● **Aim of the exercise**
Examine the entries and show every line in which the word "lines" is found.

[Stored entries]
****************

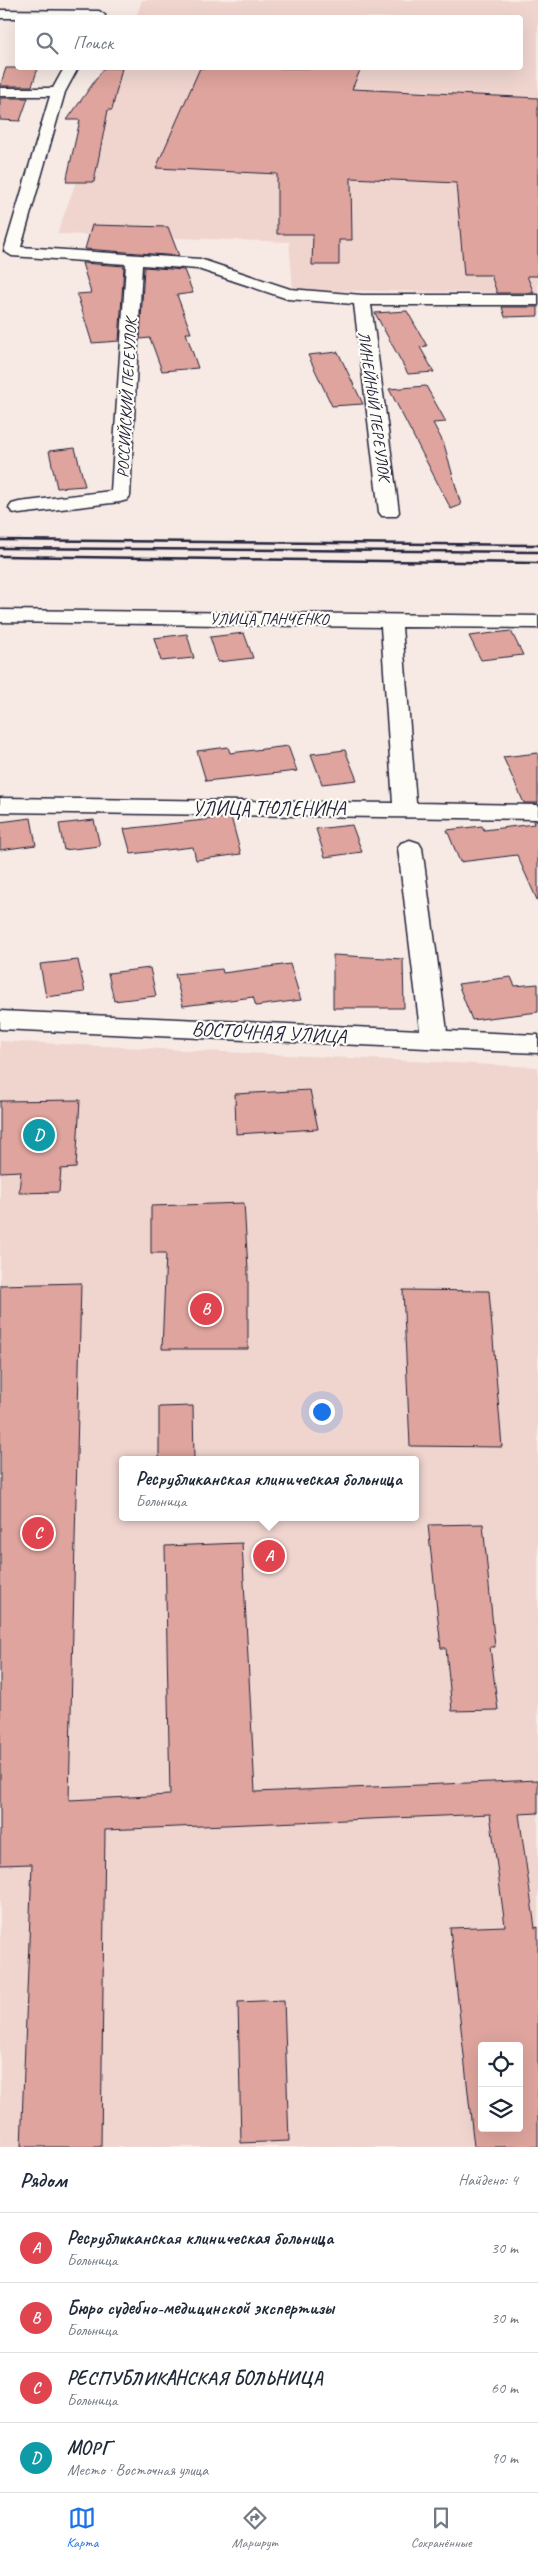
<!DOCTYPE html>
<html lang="ru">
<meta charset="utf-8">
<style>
body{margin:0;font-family:Caveat,sans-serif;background:#f2f2f3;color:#1f2937}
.controls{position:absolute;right:15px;bottom:15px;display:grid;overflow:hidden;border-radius:5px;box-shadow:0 5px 20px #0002}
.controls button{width:45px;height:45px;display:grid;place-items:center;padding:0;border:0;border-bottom:1px solid #e0e1e3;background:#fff;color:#1f2937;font:25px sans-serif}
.you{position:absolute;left:321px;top:1411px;width:18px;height:18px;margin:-12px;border:4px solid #fff;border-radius:50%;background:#1a73e8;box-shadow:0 0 0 8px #1a73e833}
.badge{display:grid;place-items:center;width:32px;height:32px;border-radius:50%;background:#1a73e8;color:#fff;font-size:16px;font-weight:700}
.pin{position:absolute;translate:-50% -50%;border:2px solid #fff;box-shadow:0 1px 5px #0006}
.popup{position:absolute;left:119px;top:1456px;width:300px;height:65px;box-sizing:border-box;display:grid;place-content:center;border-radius:5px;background:#fff;filter:drop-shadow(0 1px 4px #0005);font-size:16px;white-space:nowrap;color:#747a83}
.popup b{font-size:19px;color:#1f2937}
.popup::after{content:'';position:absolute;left:50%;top:100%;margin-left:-10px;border:10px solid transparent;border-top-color:#fff}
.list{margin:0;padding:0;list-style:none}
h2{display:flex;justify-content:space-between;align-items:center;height:65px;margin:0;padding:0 20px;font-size:21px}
h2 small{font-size:16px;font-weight:400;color:#747a83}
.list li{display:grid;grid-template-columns:32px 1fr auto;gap:15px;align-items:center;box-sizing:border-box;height:70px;padding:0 20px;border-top:1px solid #e0e1e3}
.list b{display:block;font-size:19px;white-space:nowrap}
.list p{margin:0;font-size:16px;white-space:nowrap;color:#747a83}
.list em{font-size:16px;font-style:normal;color:#747a83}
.icon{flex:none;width:28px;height:28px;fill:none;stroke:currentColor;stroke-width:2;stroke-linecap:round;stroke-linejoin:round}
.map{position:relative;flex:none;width:538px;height:2147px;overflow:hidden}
.search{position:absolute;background:#fff;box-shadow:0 5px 20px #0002;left:15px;right:15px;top:15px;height:55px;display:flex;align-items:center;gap:12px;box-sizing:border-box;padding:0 18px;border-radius:5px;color:#747a83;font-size:19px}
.sheet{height:345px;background:#fff}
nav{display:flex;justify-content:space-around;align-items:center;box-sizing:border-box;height:70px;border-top:1px solid #e0e1e3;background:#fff;font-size:14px;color:#747a83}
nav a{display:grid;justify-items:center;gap:2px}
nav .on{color:#1a73e8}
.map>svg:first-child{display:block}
.built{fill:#f0d5cf;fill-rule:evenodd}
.building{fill:#dea49d;stroke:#22223b;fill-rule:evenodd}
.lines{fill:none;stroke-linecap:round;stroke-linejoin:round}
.minor-casing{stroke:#22223b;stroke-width:3}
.minor{fill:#fdfcf7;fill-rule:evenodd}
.rail{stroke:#22223b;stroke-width:2.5}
.labels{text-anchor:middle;stroke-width:4.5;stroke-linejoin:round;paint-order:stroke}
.far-street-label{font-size:16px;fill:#22223b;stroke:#fdfcf7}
.street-label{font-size:20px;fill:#22223b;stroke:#fdfcf7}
</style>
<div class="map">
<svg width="538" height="2147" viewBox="0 0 538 2147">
<rect width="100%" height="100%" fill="#f7eae5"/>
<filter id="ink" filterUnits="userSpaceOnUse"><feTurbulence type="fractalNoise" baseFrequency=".02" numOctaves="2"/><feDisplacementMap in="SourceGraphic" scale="10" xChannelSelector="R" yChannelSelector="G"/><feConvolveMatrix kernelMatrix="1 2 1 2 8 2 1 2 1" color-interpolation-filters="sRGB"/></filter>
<g filter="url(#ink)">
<!-- built -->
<path class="built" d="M142,0H538V293L293,290L289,242L57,234L117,68H520V18L136,17Z
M0,1041L538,1067V2147H0ZM123,1460H415V1517H123ZM482,2046H519V2128H482Z"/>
<!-- building -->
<path class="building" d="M6,68H38L32,86H0Z
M104,68H122L112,110H108L94,182H66L80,120H67Z
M200,68H361L352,89L538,98V276H527L534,293H497L491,275H464L456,183L351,178L352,240H339V265H312L313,234H277V174L156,168Z
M0,98H28L20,121L0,120Z
M92,225L168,227L179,256L85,249Z
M82,263L124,266L119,341L92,343L77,294L91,293Z
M144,267L184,270L193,293L177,295L191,333H186L198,368L162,371L150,338L140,339Z
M502,307H538V316L505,317Z
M407,311L427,346L420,347L434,372L408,374L375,313Z
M338,352L363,404L332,406L308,355Z
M426,386L446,422L433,423L444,444L461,505L451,509L389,389Z
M75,448L85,486L57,488L49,451Z
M511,631L523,655L481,660L469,636Z
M244,633L253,658L218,662L210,637Z
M187,634L194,658L161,661L154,638Z
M288,746L297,771L206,781L197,751L228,747L230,753Z
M345,750L357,780L322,784L311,754Z
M538,753V803H524L503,757Z
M231,817L241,854L196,860L193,847L131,854L124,829Z
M31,818L36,845L0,850V822Z
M94,820L100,846L64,850L59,824Z
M533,821H538V902L517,855L460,862L447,830L482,826L484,830L534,824Z
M352,825L362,852L325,857L316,829Z
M333,955L403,959L404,1008H333Z
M78,960L85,992L46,997L40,964Z
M290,964L301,1000L256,1006L253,997L183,1006L175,974L222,969L223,973Z
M150,968L156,996L114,1001L108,973Z
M511,977L515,986L538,984V1012L472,1020L458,984Z
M310,1090L318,1129L236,1134L235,1094Z
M80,1100L76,1168L61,1169L59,1192L19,1193L21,1171L0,1172V1101Z
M244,1203L248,1269V1349H162L166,1253H151V1206Z
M81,1283L69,1800L170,1795L165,1546L242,1543L255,1792L538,1780V1813L519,1814L535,1928L538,1927V2147H474L450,1928L505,1926L490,1814L105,1830L101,2147H21L32,1864L0,1865V1285ZM482,2046H519V2128H482Z
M403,1290L489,1291L502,1447L410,1446Z
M193,1406L194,1460H159V1407Z
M483,1524L495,1647H490L498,1710L452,1711L446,1648H441L428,1525Z
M284,2000L289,2141L241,2143L238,2002Z"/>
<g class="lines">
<defs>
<path id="minor" d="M0,10L99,11L105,15L104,18H0Z
M64,68H78L65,92L21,247L200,259L290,289L362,295H538V305H371L399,512L396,516H382L379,512L354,304L288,299L198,269L142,265L130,496L127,500L120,502L19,514L12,512L9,508L12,504L19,502L111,491L126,264L12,256L4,251L50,96H0V88H53Z
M0,610L538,616V628L402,627L416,803L538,805V819L0,812V798L393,803L381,627L0,622Z
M410,840L419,843L422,848L447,1031L538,1035V1053L0,1029V1011L420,1030L398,848L401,843Z"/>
</defs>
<!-- minor casing -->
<use href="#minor" class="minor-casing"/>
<!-- minor -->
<use href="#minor" class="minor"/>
<!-- rail -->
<path class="rail" d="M0,540L538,545
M0,548L538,552
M0,556L538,563"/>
</g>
</g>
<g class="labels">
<!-- far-street labels -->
<g class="far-street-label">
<text transform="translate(126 398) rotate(-87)" y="6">РОССИЙСКИЙ ПЕРЕУЛОК</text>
<text transform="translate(375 406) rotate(82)" y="6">ЛИНЕЙНЫЙ ПЕРЕУЛОК</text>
<text x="269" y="624">УЛИЦА ПАНЧЕНКО</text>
</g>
<!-- street labels -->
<g class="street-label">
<text x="269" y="815">УЛИЦА ТЮЛЕНИНА</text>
<text transform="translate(269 1032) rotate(3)" y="7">ВОСТОЧНАЯ УЛИЦА</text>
</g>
</g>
</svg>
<div class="controls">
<button><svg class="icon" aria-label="locate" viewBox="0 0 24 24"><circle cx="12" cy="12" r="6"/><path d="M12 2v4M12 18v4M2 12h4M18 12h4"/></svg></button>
<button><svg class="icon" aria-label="layers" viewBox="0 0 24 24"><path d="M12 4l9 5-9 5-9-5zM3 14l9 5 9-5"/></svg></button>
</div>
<div class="you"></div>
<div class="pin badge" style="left:269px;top:1556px;background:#e0444e">A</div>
<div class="popup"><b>Ресрубликанская клиническая больница</b>Больница</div>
<div class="pin badge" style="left:206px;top:1309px;background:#e0444e">B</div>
<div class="pin badge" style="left:38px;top:1533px;background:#e0444e">C</div>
<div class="pin badge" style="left:39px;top:1135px;background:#0f9aa8">D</div>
<div class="search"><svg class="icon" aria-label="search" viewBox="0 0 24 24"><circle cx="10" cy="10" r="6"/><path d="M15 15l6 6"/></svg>Поиск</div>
</div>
<section class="sheet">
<h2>Рядом<small>Найдено: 4</small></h2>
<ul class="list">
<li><span class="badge" style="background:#e0444e">A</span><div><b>Ресрубликанская клиническая больница</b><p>Больница</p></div><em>30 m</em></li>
<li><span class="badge" style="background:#e0444e">B</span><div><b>Бюро судебно-медицинской экспертизы</b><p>Больница</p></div><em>30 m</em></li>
<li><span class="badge" style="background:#e0444e">C</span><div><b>РЕСПУБЛИКАНСКАЯ БОЛЬНИЦА</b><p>Больница</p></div><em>60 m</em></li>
<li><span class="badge" style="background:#0f9aa8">D</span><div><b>МОРГ</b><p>Место · Восточная улица</p></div><em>90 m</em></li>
</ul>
</section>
<nav>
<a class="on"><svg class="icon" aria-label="map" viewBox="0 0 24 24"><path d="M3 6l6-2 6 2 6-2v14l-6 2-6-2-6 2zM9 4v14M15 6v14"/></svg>Карта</a>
<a><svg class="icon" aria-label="directions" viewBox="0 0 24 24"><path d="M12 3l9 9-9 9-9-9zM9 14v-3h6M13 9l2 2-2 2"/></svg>Маршрут</a>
<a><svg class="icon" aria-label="saved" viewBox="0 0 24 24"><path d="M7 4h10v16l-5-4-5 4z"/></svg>Сохранённые</a>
</nav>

****************

● **Output**
.lines{fill:none;stroke-linecap:round;stroke-linejoin:round}
<g class="lines">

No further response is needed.